Their travels by canoe from Ohio to southeastern Indiana, where they discovered a rare form of calcium carbonate three-quarters of a mile into Wyandotte Cave, speak volumes, he said. They used the calcium carbonate _ a beautiful, translucent white substance _ to carve figurines for religious practices associated with healing.

This knowledge is important because it humanizes the Hopewells, Kennedy said. It shows how far they commonly traveled and it says they had a very active aesthetic life. "It gives a little greater feeling about them and us. It suggests sublimely that they are real people."

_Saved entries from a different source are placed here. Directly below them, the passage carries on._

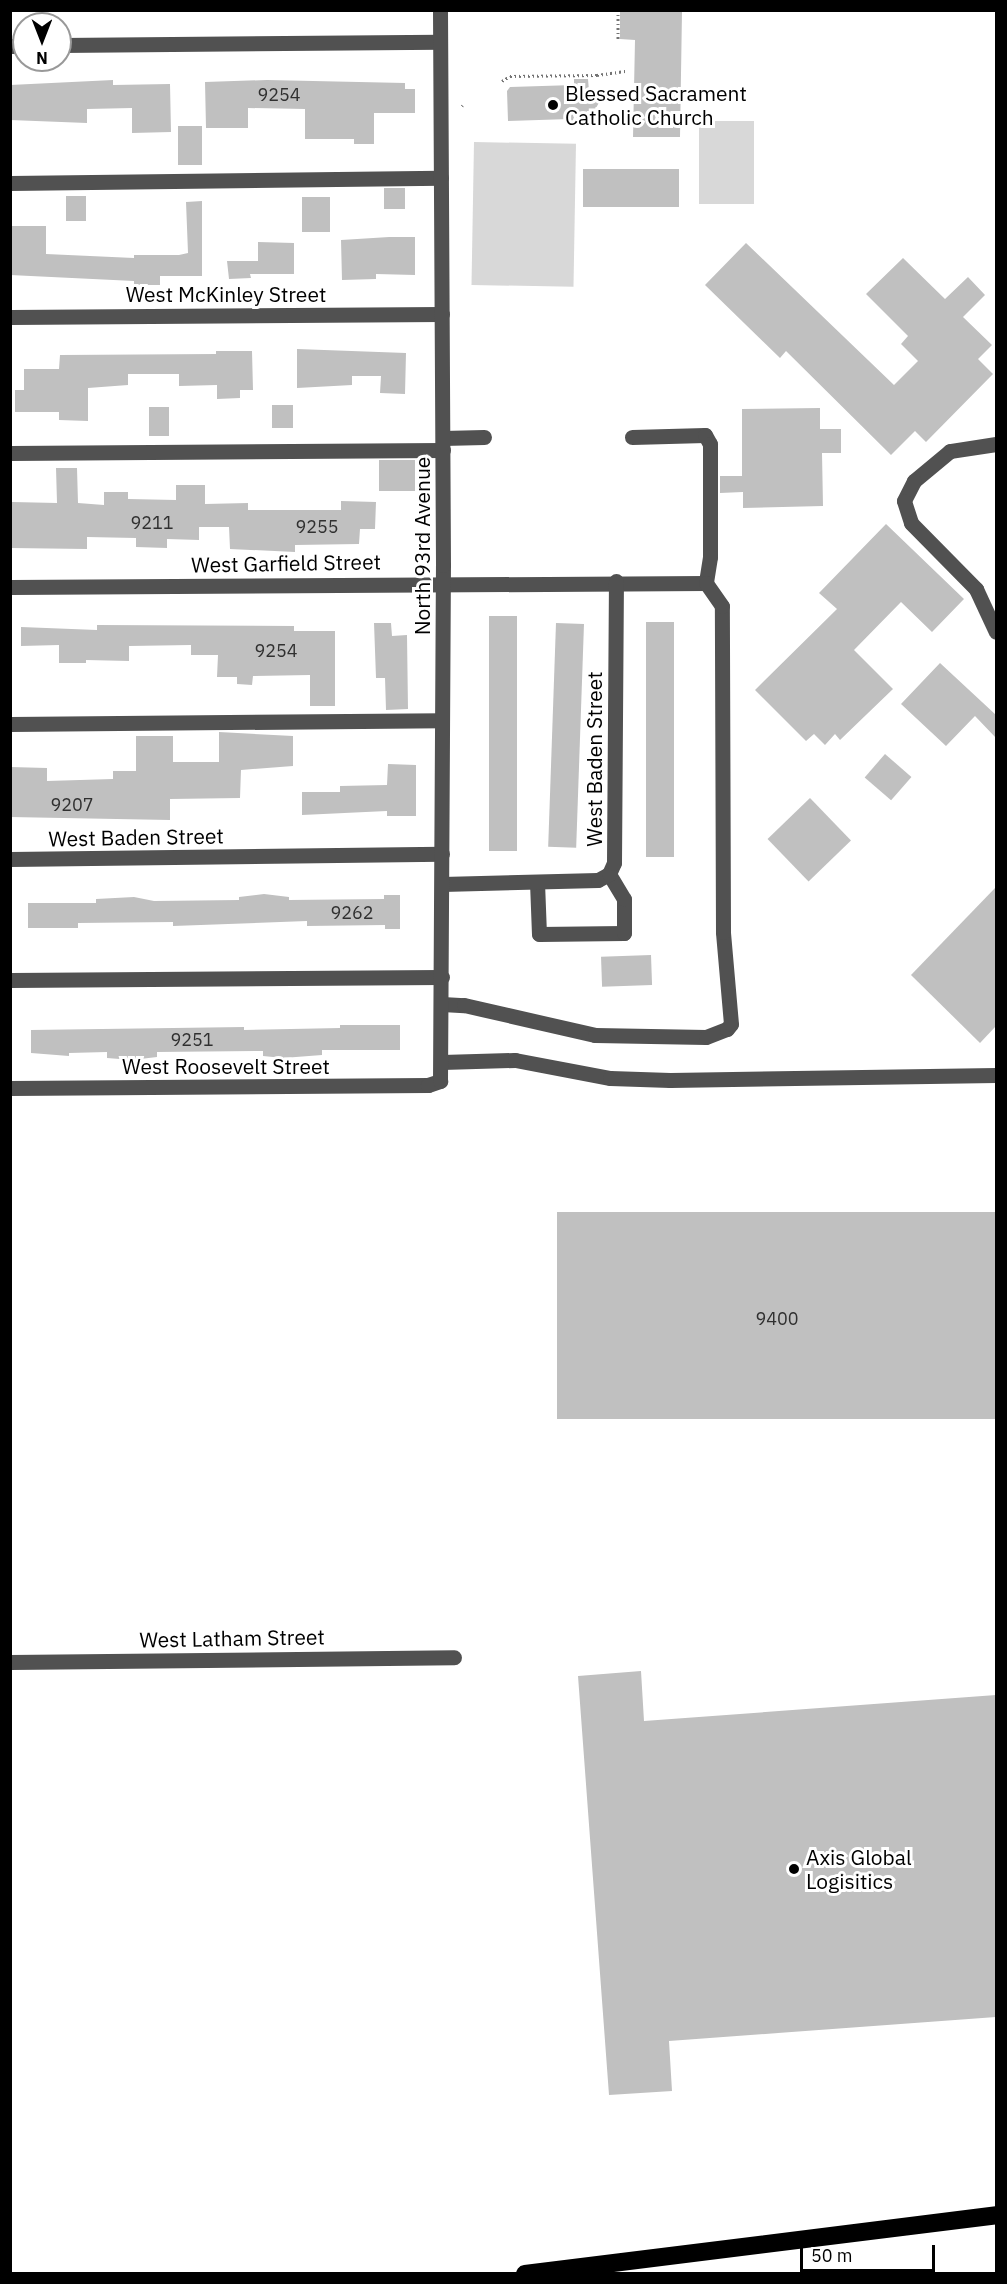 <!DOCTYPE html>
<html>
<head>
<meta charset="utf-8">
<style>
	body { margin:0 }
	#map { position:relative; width:1007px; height:2284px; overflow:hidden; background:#fff; font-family:"IBM Plex Sans",sans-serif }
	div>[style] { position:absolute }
	.green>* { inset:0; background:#d8d8d8; transform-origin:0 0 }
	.building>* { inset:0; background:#c0c0c0; transform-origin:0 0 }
	.path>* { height:3px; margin-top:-1.5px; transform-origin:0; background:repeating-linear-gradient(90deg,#737373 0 1.5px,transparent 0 4.5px) }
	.minor>* { height:15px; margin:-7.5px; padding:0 7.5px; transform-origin:7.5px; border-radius:7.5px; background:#515151 }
	.highway>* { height:18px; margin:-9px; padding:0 9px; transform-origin:9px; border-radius:9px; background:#000 }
	.dots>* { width:16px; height:16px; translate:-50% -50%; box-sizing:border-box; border:3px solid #fff; border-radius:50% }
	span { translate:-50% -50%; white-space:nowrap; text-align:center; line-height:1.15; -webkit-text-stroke:6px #fff; paint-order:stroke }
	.number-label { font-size:18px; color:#303030 }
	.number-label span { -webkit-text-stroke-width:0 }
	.poi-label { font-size:21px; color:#000 }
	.left { translate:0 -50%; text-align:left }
	.street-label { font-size:21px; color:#000 }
	.frame { position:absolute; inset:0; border:12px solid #000; pointer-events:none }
	.north { position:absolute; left:12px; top:12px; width:60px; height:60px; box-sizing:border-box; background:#fff; border:2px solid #999; border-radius:50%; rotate:180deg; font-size:16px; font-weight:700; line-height:24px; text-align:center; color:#000 }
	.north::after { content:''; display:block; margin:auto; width:21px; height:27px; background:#000; clip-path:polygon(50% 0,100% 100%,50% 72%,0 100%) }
	.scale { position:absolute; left:800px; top:2245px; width:135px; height:27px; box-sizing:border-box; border:3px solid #000; border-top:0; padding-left:8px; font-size:18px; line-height:21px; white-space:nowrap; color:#000; -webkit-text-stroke:4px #fff; paint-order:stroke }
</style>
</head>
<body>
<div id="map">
	<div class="green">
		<i style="left:754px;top:121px;width:83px;height:55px;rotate:90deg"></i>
		<i style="left:474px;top:142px;width:102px;height:143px;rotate:1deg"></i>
	</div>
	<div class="building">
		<i style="clip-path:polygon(620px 11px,682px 12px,680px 137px,633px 137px,635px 40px,620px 39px)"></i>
		<i style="clip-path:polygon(574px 79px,588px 79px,589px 91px,600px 101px,586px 125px,571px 125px,570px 119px,508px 121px,507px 91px,510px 87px,574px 85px)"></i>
		<i style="clip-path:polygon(113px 80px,113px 85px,170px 84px,171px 132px,132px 133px,132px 108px,87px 109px,87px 123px,10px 120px,10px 85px)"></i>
		<i style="clip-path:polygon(267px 80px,405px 83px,405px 89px,415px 89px,415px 113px,374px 113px,374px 144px,354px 144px,354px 139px,305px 139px,305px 109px,248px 108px,248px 128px,206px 128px,205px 82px)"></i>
		<i style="left:178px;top:126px;width:24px;height:39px"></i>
		<i style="left:679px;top:169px;width:38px;height:96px;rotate:90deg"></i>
		<i style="left:384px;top:188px;width:21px;height:21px"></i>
		<i style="left:66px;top:196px;width:20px;height:25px"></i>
		<i style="left:302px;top:197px;width:28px;height:35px"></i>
		<i style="clip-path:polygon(202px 201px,202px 276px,160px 276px,160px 285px,134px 285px,134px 281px,10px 275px,10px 226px,46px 226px,46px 254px,134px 258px,134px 255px,179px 255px,188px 253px,186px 202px)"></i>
		<i style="clip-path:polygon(389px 237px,415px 237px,415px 275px,376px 274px,376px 279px,342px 280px,341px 240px)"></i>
		<i style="clip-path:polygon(258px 242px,294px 243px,294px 274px,250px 274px,251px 278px,229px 279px,227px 261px,258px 261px)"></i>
		<i style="clip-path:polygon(746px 243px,894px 385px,918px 361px,901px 344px,908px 336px,866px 294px,903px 258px,945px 299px,968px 277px,985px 295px,963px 317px,992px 345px,978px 359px,993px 374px,926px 442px,915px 431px,891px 455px,786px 351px,780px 358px,705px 285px)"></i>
		<i style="clip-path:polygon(297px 349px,406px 353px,405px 394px,380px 393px,381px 376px,352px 376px,352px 385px,297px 388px)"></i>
		<i style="clip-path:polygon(216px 351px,252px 351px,253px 390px,240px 390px,240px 398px,217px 399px,217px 385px,179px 386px,179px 374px,128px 374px,128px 385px,88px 388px,88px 421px,59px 420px,59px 412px,15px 412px,15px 390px,24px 390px,24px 369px,59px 369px,60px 355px,216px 354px)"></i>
		<i style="left:272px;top:405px;width:21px;height:23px"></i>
		<i style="left:149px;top:407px;width:20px;height:29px"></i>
		<i style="clip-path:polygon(820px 408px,820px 429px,841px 429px,841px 453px,822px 453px,823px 506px,743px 508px,743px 492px,720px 493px,720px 476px,742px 476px,742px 409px)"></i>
		<i style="left:379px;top:460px;width:36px;height:31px"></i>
		<i style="clip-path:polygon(56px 468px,77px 468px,78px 503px,104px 505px,104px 492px,128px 492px,128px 499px,176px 500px,176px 485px,205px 485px,205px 504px,248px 503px,248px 510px,341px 510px,341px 501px,376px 502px,375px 529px,360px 529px,359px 544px,295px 545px,295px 552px,230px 549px,229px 527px,199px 527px,199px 540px,167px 539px,167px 548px,136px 547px,136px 538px,87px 537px,87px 549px,11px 548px,12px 502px,57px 503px)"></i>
		<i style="clip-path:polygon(886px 524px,964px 599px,932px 632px,901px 602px,854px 650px,893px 689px,840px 740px,835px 734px,825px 745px,814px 734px,806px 741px,755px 690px,837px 609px,819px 593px)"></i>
		<i style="left:489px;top:616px;width:28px;height:235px"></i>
		<i style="left:646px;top:622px;width:28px;height:235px"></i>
		<i style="clip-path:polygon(374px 623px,391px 623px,392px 636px,407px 635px,408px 709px,386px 710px,385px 678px,376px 678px)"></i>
		<i style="left:556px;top:623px;width:28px;height:224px;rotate:2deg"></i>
		<i style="clip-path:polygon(97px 625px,294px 626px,294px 631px,335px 631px,335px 706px,310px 706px,310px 675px,253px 676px,252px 685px,237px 684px,237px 677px,217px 677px,218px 655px,191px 655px,191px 645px,129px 646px,129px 661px,86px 660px,86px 663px,59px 663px,59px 645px,21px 646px,21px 627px,97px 630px)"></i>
		<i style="clip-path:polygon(940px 663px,996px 715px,996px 738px,975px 716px,946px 746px,901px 704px)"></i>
		<i style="clip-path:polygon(219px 732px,293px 736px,293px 766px,241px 770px,240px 798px,170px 799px,170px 820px,10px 817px,10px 767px,47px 768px,47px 781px,113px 779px,113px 771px,136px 771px,136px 736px,173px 736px,173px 762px,219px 762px)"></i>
		<i style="left:885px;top:754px;width:35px;height:31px;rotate:41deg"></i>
		<i style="clip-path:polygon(388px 764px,416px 765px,416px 816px,387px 816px,387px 811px,302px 815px,302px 792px,340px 792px,340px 786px,387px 785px)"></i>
		<i style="left:810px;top:798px;width:59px;height:59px;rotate:46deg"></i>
		<i style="clip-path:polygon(996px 887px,996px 1026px,980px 1043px,911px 975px)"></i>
		<i style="clip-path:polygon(264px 894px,289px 897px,289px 900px,384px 899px,384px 895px,400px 895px,400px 929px,385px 929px,385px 925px,307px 926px,307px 921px,173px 926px,173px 922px,78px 923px,78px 928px,28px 928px,28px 903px,96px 903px,96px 899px,134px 897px,154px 901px,239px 900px,239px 897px)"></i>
		<i style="left:651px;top:955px;width:30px;height:50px;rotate:88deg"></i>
		<i style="clip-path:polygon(340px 1025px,400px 1025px,400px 1050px,322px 1050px,322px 1055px,283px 1058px,263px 1056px,263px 1051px,157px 1052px,157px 1057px,132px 1060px,107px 1058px,107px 1052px,69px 1053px,69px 1056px,31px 1053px,31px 1030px,244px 1027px,244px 1030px,340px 1028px)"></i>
		<i style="left:996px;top:1212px;width:207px;height:439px;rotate:90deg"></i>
		<i style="clip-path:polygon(641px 1671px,644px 1721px,996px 1695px,996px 2017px,669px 2041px,672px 2091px,609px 2095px,578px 1676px)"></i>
	</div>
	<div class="path">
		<i style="left:618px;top:10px;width:31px;rotate:90deg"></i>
		<i style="left:502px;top:81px;width:9px;rotate:-32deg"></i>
		<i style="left:510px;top:76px;width:87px;rotate:-0.7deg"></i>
		<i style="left:597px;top:75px;width:30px;rotate:-8deg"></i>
		<i style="left:462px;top:106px;width:1px;rotate:-45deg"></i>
	</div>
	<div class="minor">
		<i style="left:60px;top:45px;width:380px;rotate:-0.5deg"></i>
		<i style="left:10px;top:46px;width:14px"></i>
		<i style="left:10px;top:183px;width:431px;rotate:-0.7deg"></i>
		<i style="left:10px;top:317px;width:432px;rotate:-0.4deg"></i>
		<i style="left:632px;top:437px;width:73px;rotate:-1.6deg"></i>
		<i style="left:705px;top:435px;width:10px;rotate:61deg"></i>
		<i style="left:710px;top:444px;width:113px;rotate:90deg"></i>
		<i style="left:710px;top:557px;width:26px;rotate:99deg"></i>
		<i style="left:443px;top:438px;width:41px;rotate:-1.4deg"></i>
		<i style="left:996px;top:444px;width:47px;rotate:171.3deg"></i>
		<i style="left:950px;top:451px;width:47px;rotate:140.2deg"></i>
		<i style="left:914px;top:481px;width:22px;rotate:117deg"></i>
		<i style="left:904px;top:501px;width:23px;rotate:72deg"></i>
		<i style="left:911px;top:523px;width:93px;rotate:45.4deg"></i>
		<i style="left:976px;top:589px;width:47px;rotate:65.1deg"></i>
		<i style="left:10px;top:453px;width:433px;rotate:-0.4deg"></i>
		<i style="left:10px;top:587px;width:696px;rotate:-0.33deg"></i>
		<i style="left:10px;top:724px;width:432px;rotate:-0.5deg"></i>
		<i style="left:10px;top:859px;width:432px;rotate:-0.7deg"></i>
		<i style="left:537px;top:882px;width:52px;rotate:87.8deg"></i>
		<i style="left:539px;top:934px;width:85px;rotate:-0.7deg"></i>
		<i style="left:624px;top:933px;width:34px;rotate:-90deg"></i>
		<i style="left:624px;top:899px;width:29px;rotate:-121deg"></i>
		<i style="left:442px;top:884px;width:156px;rotate:-1.5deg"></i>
		<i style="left:598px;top:880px;width:13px;rotate:-29deg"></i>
		<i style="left:609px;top:874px;width:12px;rotate:-66deg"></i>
		<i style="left:614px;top:863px;width:282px;rotate:-89.6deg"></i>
		<i style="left:10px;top:980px;width:432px;rotate:-0.4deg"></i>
		<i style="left:442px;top:1004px;width:22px;rotate:3deg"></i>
		<i style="left:464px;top:1005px;width:134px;rotate:12.9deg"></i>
		<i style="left:595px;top:1035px;width:111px;rotate:1deg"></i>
		<i style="left:706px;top:1037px;width:22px;rotate:-21deg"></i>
		<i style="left:727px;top:1029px;width:6px;rotate:-51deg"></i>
		<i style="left:731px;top:1024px;width:92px;rotate:-95deg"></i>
		<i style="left:723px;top:932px;width:326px;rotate:-90.2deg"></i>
		<i style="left:722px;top:606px;width:28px;rotate:-125deg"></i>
		<i style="left:442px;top:1062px;width:73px;rotate:-1.6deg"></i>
		<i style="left:515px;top:1060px;width:97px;rotate:10.7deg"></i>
		<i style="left:610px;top:1078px;width:60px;rotate:1.9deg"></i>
		<i style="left:670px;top:1080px;width:326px;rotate:-0.9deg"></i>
		<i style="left:10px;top:1088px;width:418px;rotate:-0.4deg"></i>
		<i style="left:428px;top:1085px;width:13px;rotate:-18deg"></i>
		<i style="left:440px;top:1081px;width:516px;rotate:-89.67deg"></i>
		<i style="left:443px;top:565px;width:555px;rotate:-90.31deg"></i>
		<i style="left:10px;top:1662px;width:444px;rotate:-0.6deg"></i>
	</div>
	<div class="highway">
		<i style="left:525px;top:2274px;width:475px;rotate:-7.1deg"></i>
	</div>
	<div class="dots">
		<i style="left:553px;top:105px;background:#000"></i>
		<i style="left:794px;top:1869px;background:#000"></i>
	</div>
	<div class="number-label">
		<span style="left:279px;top:95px">9254</span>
		<span style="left:152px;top:523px">9211</span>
		<span style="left:317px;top:527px">9255</span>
		<span style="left:276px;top:651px">9254</span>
		<span style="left:72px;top:805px">9207</span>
		<span style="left:352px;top:913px">9262</span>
		<span style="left:192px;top:1040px">9251</span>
		<span style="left:777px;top:1319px">9400</span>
	</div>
	<div class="poi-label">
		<span class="left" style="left:565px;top:105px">Blessed Sacrament<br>Catholic Church</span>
		<span class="left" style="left:806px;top:1869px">Axis Global<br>Logisitics</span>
	</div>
	<div class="street-label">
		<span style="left:226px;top:294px">West McKinley Street</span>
		<span style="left:422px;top:546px;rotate:-90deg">North 93rd Avenue</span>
		<span style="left:286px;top:563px;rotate:-1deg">West Garfield Street</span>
		<span style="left:594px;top:759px;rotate:-90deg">West Baden Street</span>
		<span style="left:136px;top:837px;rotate:-1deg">West Baden Street</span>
		<span style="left:226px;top:1066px">West Roosevelt Street</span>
		<span style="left:232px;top:1638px;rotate:-1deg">West Latham Street</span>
	</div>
	<div class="frame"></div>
	<div class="north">N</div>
	<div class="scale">50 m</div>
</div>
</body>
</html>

The "real people" part is something with which modern Americans have been slow to come to grips, Kennedy said.

America's founding fathers knew a tremendous amount about the land's ancient history, but in developing the modern world, "we've bulldozed and asphalted the evidence," he said.

In doing that, "we also were eliminating, erasing from our memories, the evidence of the people who had created those wonders."

Most destruction of ancient civilization was done unconsciously by the population, he believes. Still, "we sensed that something profoundly wrong was going on between us and the original proprietors of this continent."

We couldn't bear it, Kennedy said, "and especially we couldn't bear the idea that they could have been capable of very ancient high civilization."

To lessen the pain, Kennedy said, we adopted the thinking that the ancient Americans whose mounds we were destroying were somehow less than we, and very unlike us. That's the crux of what he would like to change.

"They were not hunters-gatherers, they were agriculturists. They were growing crops," Kennedy said. "They were city-dwelling people. They were city-dwelling, architectural, sophisticated people."

Encore dates are Friday at midnight, Saturday at 3 p.m.; June 16 at 2 p.m., June 18 at 10 p.m. and June 22 at 1 a.m.